• _The task_
Where does the word "HaZamir" occur in the material? Copy each line that has it.

• _Data listing_
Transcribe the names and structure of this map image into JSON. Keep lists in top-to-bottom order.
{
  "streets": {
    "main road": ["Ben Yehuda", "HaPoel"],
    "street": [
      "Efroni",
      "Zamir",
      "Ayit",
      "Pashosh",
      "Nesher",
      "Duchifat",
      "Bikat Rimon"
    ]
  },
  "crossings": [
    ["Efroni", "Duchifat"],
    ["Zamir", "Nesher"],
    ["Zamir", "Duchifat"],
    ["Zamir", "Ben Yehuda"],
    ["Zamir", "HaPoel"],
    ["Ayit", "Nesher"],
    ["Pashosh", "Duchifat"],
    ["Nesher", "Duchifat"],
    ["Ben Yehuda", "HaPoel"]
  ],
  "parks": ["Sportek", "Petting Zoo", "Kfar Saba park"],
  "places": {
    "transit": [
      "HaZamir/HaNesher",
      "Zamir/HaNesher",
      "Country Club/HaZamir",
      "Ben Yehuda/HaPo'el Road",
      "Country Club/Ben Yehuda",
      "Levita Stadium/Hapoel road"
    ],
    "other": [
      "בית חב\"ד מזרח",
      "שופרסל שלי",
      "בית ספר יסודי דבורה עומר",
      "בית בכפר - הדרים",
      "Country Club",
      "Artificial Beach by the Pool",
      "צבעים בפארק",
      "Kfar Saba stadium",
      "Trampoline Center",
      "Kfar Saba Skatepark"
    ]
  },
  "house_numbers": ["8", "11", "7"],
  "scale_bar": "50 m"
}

==

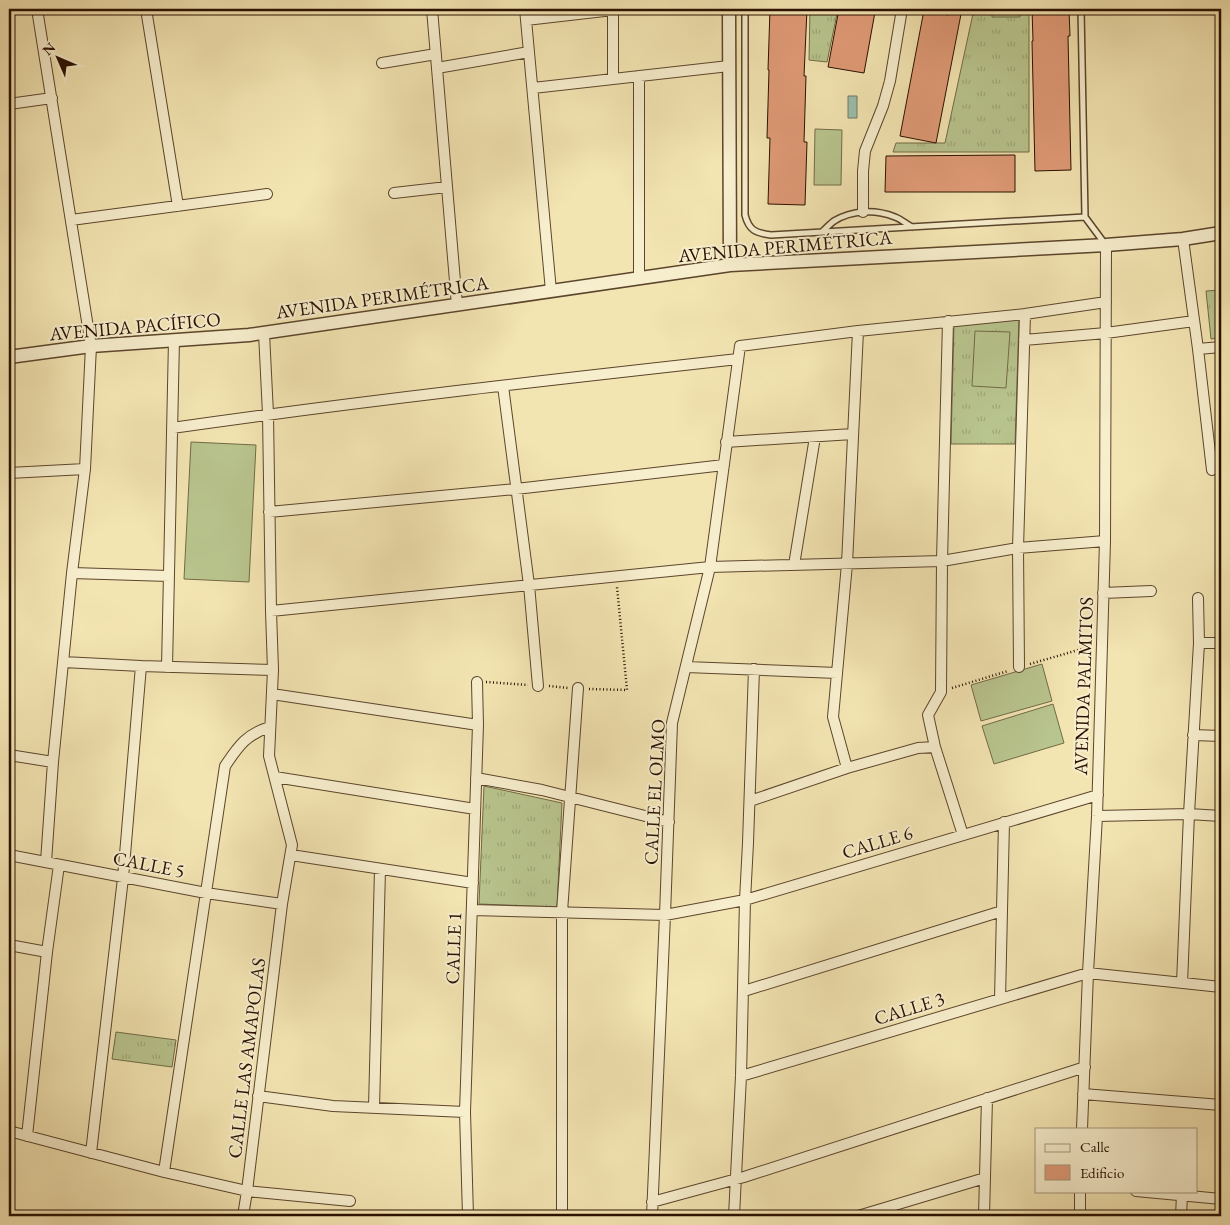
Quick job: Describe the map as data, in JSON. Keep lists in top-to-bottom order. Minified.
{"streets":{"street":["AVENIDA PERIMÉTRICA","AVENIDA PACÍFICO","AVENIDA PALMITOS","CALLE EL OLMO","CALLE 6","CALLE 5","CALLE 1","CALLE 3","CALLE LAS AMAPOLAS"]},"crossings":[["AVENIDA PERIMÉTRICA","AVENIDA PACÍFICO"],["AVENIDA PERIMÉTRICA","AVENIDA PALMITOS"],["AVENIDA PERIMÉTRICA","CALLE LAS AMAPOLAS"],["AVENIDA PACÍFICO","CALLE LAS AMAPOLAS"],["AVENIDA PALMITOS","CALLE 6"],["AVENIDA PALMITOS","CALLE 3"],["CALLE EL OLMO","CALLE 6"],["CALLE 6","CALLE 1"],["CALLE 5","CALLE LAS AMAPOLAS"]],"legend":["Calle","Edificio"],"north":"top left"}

* * *

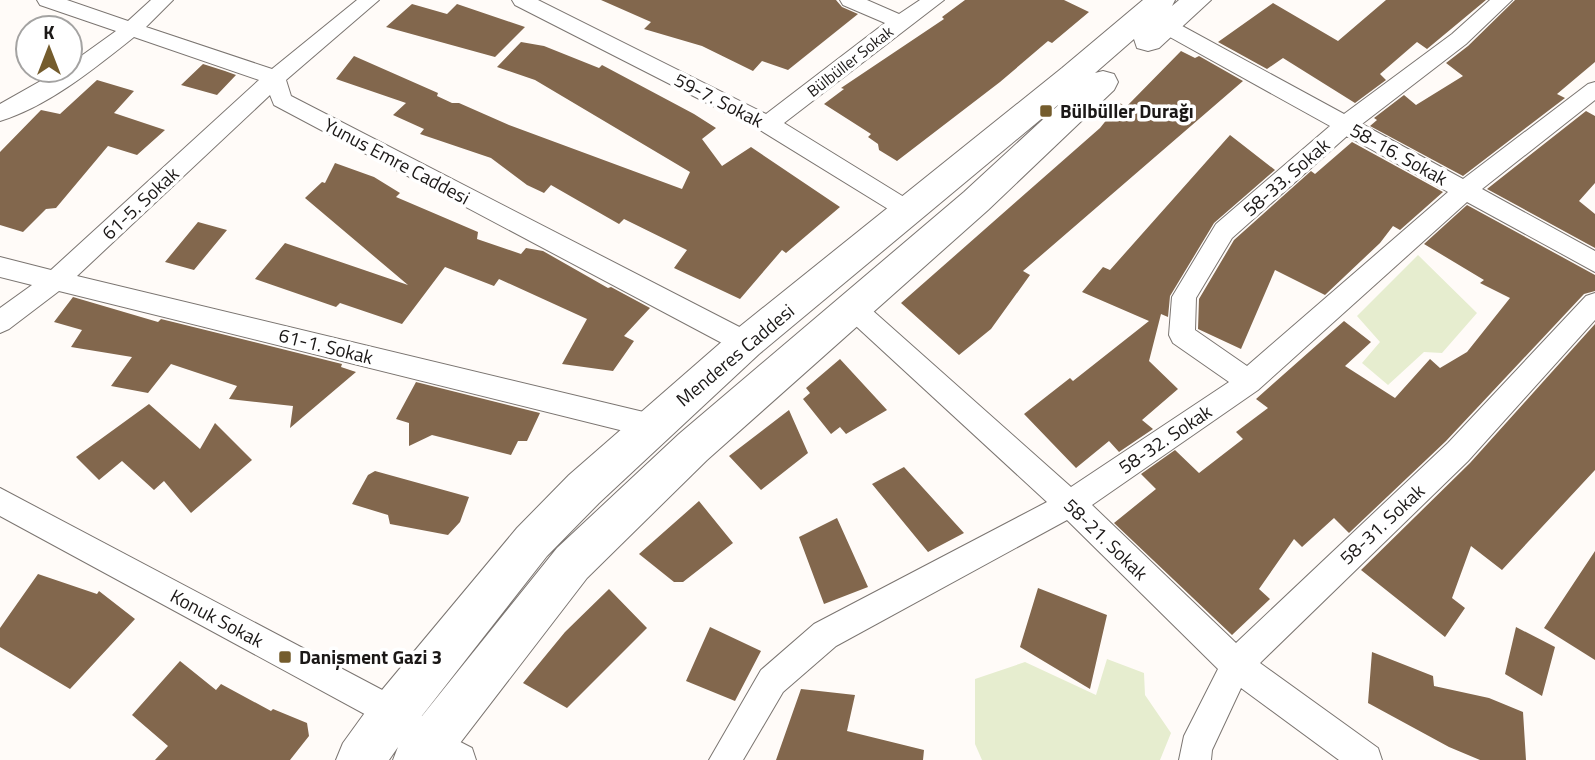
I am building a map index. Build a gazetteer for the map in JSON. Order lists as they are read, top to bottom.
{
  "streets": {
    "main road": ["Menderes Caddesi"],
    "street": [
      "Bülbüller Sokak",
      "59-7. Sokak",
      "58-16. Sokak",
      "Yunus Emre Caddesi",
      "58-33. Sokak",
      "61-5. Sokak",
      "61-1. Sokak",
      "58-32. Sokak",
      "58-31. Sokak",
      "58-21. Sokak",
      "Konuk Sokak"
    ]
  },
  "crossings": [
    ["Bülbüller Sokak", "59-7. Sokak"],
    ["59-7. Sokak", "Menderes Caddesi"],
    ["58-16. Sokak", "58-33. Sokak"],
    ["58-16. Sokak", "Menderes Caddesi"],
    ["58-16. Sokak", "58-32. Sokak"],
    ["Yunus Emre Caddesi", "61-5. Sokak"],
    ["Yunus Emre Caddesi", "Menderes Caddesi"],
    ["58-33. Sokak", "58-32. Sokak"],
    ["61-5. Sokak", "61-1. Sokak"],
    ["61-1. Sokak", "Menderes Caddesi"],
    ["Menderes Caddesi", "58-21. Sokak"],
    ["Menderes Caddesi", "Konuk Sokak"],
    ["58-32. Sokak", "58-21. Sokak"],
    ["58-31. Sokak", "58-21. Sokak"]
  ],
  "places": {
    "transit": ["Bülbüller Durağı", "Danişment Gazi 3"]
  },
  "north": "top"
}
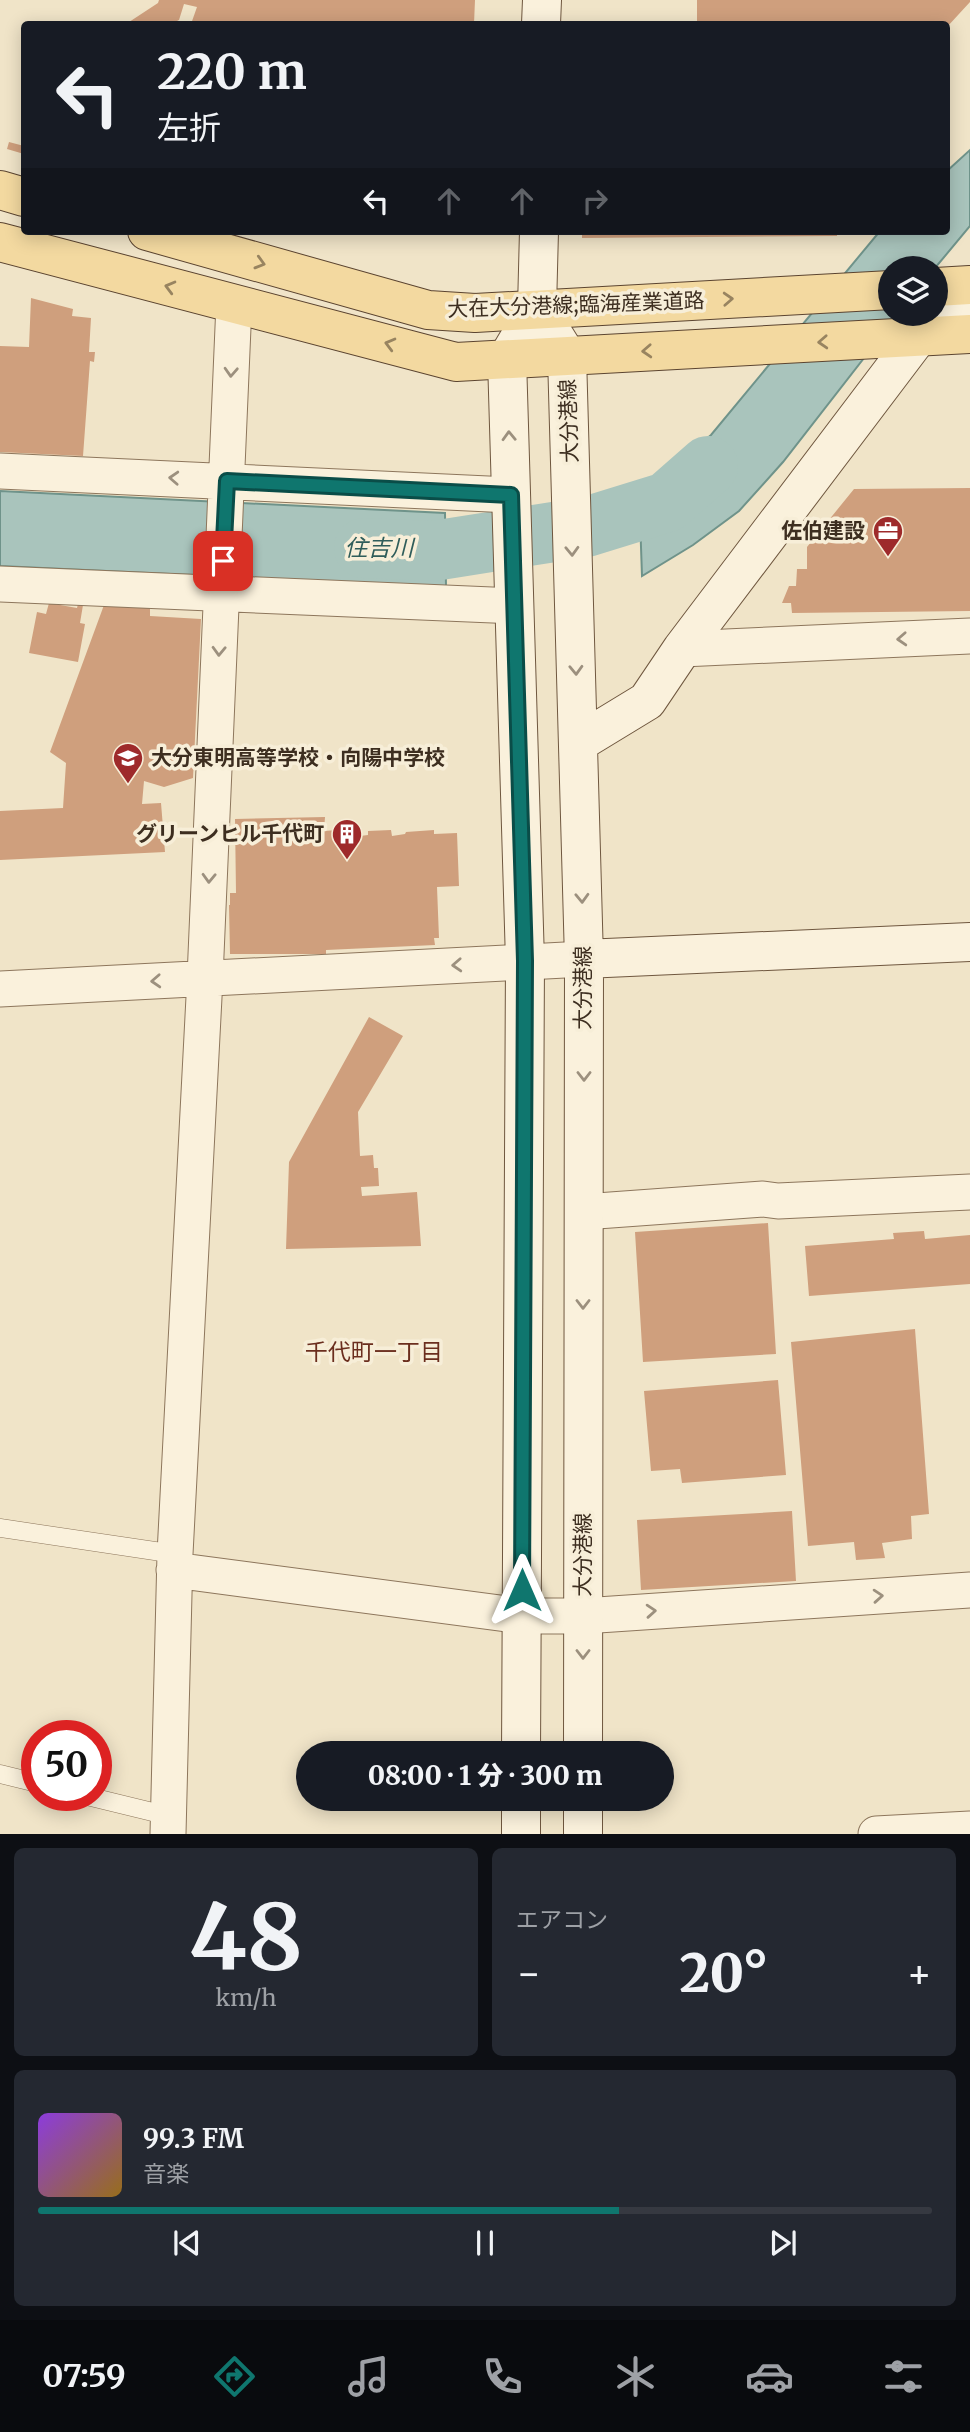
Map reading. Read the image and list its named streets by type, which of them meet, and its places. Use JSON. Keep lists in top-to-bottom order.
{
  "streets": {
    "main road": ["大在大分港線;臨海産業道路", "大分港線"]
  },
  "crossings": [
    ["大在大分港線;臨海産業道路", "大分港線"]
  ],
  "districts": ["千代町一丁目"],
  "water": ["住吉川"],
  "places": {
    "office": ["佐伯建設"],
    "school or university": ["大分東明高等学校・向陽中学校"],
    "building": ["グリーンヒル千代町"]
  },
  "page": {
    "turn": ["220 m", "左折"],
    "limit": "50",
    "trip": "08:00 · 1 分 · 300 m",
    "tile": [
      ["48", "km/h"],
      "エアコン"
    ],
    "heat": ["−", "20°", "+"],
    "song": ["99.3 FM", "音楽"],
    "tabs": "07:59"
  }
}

• _Written solution_
      "HaZamir/HaNesher",
      "Country Club/HaZamir",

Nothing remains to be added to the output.